Their first encounter at July's Great American Bash PPV, which saw Flair retain, predictably was quite good. However, it was September's "I Quit" rematch - with Ric turning babyface and featuring Sting, Gary Hart, the Great Muta and Dick Slater - which earned the Nature Boy his fourth "perfect" score of the year from Meltzer.
2 WarGames - WrestleWar 1991: 5 stars
Flair's fifth five-star rating during his original WCW run (not including those he earned before the re-branding) at WrestleWar '91's edition of WarGames was different from the others, in that he wasn't necessarily primarily responsible for the match's greatness.
In fairness, we'd argue that Meltzer has a predisposition for rating WarGames matches particularly highly, as he's bestowed multiple iterations of the Dusty Rhodes creation between the NWA, WCW, Smoky Mountain and NXT with scores of 4.75 stars or better. This particular match - the Horsemen (Flair, Barry Windham and Sid Vicious - with Larry Zbyszko replacing an injured Arn Anderson) vs. Sting, Pillman and the Steiner Brothers - was no different. In fact, Meltzer loved the entire card, calling it one of the best he'd attended live until that point.
1 WarGames - WrestleWar 1992: 5 stars
Despite erstwhile WarGames MVP Flair's departure from WCW in 1991, the company kept running the popular gimmick match through the Summer in house show bouts anchored by Sting.

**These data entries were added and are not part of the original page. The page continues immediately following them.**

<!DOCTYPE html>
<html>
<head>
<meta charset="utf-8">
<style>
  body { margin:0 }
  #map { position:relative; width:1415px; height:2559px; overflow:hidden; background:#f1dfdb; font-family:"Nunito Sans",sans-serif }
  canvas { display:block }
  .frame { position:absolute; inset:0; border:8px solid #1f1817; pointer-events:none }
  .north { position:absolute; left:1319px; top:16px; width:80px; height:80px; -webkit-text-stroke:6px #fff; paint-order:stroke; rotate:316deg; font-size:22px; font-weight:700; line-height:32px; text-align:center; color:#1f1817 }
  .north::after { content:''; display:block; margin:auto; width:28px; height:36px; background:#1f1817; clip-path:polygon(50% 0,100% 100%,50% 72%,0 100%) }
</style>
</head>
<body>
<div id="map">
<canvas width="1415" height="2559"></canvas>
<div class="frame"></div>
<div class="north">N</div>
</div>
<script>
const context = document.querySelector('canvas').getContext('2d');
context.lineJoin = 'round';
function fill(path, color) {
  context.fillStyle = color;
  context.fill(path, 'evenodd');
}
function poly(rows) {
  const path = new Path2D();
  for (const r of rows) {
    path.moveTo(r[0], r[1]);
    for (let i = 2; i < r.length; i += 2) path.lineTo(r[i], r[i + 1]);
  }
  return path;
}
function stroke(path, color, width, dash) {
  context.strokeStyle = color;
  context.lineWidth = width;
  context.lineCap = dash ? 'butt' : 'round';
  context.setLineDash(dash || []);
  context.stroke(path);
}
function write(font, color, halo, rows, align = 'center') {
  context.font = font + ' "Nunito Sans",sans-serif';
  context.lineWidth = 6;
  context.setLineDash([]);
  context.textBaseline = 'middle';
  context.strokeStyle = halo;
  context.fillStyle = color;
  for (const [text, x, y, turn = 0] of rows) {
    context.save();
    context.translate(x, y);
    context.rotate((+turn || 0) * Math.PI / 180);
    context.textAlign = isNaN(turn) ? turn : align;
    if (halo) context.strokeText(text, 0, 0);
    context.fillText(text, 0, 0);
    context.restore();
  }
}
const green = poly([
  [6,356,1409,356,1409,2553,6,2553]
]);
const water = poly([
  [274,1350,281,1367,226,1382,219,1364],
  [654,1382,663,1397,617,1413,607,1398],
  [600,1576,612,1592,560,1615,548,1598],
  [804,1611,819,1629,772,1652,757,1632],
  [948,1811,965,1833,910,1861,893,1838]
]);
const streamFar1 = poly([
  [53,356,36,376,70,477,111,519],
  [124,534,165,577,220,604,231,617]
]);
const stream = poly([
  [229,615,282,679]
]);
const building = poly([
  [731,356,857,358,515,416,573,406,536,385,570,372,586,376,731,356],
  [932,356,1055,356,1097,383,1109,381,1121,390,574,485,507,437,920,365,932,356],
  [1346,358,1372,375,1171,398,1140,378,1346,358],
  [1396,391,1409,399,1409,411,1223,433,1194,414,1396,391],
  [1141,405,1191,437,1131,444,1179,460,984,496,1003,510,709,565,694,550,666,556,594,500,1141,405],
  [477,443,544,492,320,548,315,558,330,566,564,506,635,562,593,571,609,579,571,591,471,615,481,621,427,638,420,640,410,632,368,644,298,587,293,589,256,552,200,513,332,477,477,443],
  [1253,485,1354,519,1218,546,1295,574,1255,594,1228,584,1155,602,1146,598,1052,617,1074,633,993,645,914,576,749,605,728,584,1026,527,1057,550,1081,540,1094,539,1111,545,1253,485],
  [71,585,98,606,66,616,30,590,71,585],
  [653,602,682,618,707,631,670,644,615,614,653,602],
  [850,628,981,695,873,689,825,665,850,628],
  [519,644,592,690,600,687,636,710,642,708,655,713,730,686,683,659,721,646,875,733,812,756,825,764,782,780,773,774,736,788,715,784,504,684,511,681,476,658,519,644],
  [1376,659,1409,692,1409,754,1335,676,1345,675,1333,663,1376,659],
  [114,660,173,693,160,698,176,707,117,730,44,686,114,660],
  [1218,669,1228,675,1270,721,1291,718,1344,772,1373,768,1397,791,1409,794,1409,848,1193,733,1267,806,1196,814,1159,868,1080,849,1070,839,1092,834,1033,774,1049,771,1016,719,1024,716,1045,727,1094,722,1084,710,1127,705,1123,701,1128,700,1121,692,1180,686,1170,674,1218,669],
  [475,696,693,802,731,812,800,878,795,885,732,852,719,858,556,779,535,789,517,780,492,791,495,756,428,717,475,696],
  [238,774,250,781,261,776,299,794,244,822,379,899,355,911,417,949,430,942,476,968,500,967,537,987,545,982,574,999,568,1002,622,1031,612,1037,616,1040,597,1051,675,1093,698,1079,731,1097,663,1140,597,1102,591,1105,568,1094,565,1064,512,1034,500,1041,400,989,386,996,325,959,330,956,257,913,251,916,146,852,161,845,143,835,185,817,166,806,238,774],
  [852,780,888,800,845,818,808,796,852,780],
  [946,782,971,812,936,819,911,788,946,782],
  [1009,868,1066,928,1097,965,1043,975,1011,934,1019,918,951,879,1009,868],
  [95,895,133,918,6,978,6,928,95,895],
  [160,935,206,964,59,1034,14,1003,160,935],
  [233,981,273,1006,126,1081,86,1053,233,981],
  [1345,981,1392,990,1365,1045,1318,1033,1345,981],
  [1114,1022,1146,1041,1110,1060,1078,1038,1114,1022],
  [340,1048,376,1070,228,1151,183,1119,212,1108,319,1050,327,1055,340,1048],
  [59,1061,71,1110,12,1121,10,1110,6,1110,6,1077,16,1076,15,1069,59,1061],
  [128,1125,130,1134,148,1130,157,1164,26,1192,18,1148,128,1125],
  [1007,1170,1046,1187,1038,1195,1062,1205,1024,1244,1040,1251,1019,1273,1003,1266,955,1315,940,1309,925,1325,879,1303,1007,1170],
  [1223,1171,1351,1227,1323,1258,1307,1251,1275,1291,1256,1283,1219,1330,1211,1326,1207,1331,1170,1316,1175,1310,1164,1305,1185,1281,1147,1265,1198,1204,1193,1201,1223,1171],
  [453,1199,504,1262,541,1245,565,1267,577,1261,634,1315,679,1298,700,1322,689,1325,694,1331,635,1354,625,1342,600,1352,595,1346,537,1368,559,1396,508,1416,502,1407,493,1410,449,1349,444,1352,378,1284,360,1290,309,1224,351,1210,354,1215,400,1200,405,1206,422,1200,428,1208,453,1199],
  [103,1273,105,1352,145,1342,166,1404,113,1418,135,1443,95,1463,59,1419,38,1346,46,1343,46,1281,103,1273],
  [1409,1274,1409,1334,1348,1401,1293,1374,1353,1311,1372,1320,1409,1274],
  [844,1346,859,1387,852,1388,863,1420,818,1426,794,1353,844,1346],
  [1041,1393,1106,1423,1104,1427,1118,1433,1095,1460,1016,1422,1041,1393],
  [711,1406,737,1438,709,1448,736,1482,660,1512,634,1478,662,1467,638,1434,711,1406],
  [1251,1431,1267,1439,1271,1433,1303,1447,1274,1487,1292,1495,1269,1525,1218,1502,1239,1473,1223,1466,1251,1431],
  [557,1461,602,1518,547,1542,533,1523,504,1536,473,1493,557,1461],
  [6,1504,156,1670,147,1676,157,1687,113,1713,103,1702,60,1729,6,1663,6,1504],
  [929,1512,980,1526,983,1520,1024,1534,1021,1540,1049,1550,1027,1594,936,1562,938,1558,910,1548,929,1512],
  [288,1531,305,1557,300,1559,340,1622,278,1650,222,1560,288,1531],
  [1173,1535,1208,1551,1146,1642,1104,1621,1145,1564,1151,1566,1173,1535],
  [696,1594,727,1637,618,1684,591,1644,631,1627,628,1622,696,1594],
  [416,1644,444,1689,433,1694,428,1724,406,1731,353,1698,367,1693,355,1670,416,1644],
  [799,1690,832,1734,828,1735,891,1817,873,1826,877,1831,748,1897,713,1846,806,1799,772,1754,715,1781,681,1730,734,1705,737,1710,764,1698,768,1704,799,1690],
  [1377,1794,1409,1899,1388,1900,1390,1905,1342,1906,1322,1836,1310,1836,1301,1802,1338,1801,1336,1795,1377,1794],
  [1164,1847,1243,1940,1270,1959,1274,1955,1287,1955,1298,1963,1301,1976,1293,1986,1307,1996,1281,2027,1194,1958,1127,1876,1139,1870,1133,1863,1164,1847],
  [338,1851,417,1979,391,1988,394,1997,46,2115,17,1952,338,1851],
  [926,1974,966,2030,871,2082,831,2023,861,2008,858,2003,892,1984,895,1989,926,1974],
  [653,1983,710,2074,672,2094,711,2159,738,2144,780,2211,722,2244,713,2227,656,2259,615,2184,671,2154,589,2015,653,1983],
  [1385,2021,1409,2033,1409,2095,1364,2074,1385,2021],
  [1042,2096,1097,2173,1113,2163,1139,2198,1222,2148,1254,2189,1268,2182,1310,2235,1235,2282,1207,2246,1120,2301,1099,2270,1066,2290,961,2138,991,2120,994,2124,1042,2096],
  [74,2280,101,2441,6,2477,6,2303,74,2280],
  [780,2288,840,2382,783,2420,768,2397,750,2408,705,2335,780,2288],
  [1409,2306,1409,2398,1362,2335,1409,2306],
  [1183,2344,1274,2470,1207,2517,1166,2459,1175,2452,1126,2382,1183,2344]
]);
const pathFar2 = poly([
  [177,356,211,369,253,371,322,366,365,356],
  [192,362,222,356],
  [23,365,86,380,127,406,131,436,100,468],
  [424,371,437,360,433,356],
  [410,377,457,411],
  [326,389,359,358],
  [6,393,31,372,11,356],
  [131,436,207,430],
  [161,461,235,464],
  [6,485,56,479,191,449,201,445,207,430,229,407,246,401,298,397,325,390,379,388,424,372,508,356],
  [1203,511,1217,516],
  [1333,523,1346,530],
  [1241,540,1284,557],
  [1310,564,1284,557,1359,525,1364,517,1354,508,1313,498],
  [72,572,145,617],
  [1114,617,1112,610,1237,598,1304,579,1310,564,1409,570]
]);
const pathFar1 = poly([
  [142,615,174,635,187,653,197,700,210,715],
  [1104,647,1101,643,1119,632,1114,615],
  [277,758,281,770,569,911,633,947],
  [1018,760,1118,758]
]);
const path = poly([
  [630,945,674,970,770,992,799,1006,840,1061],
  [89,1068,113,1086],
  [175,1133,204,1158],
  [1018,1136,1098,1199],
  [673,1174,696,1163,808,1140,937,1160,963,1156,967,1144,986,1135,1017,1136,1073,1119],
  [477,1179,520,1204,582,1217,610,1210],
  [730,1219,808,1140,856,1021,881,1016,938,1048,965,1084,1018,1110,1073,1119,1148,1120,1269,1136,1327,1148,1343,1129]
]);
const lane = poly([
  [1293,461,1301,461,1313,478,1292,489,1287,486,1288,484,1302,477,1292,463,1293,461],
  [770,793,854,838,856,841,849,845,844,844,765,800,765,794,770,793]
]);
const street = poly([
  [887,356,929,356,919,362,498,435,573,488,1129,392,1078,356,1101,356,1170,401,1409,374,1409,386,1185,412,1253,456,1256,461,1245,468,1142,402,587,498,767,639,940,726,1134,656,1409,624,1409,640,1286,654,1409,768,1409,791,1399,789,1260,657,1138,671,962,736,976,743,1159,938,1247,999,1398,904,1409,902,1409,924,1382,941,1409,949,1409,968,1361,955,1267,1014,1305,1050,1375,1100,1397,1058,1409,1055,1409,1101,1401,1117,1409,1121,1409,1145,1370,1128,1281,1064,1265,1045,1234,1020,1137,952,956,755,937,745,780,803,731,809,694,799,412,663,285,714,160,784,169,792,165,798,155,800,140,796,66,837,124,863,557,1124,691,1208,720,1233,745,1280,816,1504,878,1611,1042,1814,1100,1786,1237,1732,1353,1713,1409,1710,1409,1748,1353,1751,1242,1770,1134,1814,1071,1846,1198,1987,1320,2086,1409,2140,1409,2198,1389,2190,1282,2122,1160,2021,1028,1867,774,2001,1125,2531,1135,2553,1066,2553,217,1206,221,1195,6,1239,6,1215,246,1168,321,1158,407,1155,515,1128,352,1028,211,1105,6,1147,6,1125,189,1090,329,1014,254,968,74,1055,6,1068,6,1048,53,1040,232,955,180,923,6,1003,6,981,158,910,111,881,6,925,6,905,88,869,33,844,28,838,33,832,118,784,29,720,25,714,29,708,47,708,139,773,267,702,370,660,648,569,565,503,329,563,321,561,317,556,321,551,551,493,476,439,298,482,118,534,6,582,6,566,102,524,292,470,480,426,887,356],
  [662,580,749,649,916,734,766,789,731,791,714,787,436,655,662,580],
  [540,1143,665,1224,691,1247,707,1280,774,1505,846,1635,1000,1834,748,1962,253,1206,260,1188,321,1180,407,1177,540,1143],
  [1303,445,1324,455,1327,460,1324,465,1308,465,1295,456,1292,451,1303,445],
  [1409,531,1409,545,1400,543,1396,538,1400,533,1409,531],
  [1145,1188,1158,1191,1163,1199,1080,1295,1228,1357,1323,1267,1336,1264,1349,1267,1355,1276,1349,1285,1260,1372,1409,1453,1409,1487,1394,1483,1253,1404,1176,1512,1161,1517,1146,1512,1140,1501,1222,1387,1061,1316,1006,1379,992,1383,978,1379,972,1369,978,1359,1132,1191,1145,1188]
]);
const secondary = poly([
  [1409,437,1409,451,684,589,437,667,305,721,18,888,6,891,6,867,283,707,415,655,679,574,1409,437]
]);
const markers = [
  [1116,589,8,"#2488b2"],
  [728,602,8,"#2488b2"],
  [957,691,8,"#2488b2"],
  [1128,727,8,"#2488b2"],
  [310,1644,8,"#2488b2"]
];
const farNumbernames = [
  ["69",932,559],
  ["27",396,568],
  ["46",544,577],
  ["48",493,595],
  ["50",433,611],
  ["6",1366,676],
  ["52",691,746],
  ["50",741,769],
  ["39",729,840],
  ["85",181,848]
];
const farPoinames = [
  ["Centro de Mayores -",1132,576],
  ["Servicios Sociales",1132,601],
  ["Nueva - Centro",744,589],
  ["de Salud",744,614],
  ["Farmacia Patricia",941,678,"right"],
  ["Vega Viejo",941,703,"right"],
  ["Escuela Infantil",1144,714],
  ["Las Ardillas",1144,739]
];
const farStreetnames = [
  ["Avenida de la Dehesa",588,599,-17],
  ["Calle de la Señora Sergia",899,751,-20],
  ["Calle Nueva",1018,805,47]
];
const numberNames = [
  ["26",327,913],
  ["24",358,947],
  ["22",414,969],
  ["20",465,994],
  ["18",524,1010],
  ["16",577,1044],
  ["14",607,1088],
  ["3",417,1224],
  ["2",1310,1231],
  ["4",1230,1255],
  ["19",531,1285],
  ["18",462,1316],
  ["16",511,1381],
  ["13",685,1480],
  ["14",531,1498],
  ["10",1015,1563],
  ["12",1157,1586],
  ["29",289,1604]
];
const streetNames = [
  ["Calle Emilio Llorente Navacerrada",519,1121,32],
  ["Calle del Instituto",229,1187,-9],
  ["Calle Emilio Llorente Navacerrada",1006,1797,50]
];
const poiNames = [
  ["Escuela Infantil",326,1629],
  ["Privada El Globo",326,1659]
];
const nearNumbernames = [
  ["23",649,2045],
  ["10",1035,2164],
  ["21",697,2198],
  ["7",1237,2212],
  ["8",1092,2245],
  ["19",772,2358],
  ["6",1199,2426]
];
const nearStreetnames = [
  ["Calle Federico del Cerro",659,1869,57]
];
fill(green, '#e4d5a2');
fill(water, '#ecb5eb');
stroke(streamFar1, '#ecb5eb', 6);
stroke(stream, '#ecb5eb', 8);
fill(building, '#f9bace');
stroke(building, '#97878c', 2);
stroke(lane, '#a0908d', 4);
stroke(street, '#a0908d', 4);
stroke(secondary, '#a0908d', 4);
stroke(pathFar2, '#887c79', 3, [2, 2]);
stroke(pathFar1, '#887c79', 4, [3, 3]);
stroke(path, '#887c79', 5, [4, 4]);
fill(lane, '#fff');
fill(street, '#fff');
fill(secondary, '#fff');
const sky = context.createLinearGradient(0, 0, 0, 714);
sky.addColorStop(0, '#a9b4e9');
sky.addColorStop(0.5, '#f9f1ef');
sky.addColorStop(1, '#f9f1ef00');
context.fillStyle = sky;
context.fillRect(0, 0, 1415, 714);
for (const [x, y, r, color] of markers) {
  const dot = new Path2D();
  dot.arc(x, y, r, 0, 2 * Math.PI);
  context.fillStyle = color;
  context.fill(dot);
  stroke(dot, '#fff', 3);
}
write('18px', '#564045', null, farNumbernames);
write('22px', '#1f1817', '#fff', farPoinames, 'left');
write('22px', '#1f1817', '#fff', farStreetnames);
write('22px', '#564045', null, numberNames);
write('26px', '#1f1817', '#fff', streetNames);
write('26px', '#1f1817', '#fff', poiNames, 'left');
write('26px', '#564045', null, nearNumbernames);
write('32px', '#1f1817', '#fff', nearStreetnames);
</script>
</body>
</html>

By WrestleWar '92, the Stinger was a grizzled veteran of the double cage with an opportunity to be the hero of a five-star encounter of his own. His "Squadron" - with Windham, Steamboat, Dustin Rhodes and Nikita Koloff - engaged in a wild affair with Paul (Heyman) E. Dangerously's Dangerous Alliance of Anderson, Eaton, Zbyszko, Rick Rude and Steve Austin. With that much talent in the ring (ten bona fide legends), Sting's submission of "Beautiful" Bobby was a satisfying conclusion to a spectacular match that instead could've easily been an overbooked mess.